(Collected data)
-.-.-
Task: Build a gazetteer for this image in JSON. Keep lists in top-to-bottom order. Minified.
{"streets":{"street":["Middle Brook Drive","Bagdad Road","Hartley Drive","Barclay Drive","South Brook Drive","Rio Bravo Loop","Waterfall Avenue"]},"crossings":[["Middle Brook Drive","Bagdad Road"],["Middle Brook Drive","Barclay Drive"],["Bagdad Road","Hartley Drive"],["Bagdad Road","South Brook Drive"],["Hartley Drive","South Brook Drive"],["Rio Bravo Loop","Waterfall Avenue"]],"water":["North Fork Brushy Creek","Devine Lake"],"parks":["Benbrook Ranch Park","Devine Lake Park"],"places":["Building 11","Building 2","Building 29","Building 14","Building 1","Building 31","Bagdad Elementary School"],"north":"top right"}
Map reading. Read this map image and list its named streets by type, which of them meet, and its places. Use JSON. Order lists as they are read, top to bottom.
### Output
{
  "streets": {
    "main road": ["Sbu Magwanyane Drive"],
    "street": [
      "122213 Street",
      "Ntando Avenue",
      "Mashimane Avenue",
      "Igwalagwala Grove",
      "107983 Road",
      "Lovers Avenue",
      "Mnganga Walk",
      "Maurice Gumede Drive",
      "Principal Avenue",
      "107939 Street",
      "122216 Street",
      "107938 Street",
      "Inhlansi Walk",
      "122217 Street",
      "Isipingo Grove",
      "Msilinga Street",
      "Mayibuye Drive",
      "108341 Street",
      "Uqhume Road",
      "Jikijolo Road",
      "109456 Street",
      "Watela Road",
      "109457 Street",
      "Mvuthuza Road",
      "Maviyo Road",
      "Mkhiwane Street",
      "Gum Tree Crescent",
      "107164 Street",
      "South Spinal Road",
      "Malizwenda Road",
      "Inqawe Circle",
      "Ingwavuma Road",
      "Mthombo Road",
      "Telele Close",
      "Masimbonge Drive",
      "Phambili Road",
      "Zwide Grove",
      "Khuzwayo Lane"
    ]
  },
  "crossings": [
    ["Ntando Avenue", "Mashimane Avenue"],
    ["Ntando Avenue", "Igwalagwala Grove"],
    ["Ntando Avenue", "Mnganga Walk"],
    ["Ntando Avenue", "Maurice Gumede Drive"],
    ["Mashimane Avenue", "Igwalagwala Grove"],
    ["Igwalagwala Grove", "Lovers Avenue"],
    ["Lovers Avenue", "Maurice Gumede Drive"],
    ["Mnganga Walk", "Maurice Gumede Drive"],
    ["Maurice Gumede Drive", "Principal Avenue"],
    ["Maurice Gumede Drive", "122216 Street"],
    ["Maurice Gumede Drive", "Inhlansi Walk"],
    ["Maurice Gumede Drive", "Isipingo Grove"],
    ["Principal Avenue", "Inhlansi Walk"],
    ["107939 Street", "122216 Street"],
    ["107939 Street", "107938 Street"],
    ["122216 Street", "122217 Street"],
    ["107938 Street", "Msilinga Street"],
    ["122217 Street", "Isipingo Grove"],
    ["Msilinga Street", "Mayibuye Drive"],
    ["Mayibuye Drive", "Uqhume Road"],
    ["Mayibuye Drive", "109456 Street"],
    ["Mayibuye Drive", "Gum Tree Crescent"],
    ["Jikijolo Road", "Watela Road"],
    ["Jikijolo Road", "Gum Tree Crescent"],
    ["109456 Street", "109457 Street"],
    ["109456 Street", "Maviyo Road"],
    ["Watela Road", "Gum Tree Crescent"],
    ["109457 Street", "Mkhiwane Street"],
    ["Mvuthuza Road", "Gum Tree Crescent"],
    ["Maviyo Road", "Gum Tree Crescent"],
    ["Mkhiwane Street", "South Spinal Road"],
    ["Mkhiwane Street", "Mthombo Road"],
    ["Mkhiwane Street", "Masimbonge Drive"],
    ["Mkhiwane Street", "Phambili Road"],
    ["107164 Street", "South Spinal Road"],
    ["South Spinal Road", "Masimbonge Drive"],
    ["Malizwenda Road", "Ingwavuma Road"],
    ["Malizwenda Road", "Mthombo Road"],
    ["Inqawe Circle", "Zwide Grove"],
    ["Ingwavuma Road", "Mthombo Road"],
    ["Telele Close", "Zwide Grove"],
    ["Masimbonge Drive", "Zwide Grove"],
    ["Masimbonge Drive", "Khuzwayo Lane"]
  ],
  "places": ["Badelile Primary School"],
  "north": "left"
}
-.-.-
Give the lines again, exactly as they stand, from the beginning of the data through the line with "Map reading. Read".

> **RESPONSE**
Task: Build a gazetteer for this image in JSON. Keep lists in top-to-bottom order. Minified.
{"streets":{"street":["Middle Brook Drive","Bagdad Road","Hartley Drive","Barclay Drive","South Brook Drive","Rio Bravo Loop","Waterfall Avenue"]},"crossings":[["Middle Brook Drive","Bagdad Road"],["Middle Brook Drive","Barclay Drive"],["Bagdad Road","Hartley Drive"],["Bagdad Road","South Brook Drive"],["Hartley Drive","South Brook Drive"],["Rio Bravo Loop","Waterfall Avenue"]],"water":["North Fork Brushy Creek","Devine Lake"],"parks":["Benbrook Ranch Park","Devine Lake Park"],"places":["Building 11","Building 2","Building 29","Building 14","Building 1","Building 31","Bagdad Elementary School"],"north":"top right"}
Map reading. Read this map image and list its named streets by type, which of them meet, and its places. Use JSON. Order lists as they are read, top to bottom.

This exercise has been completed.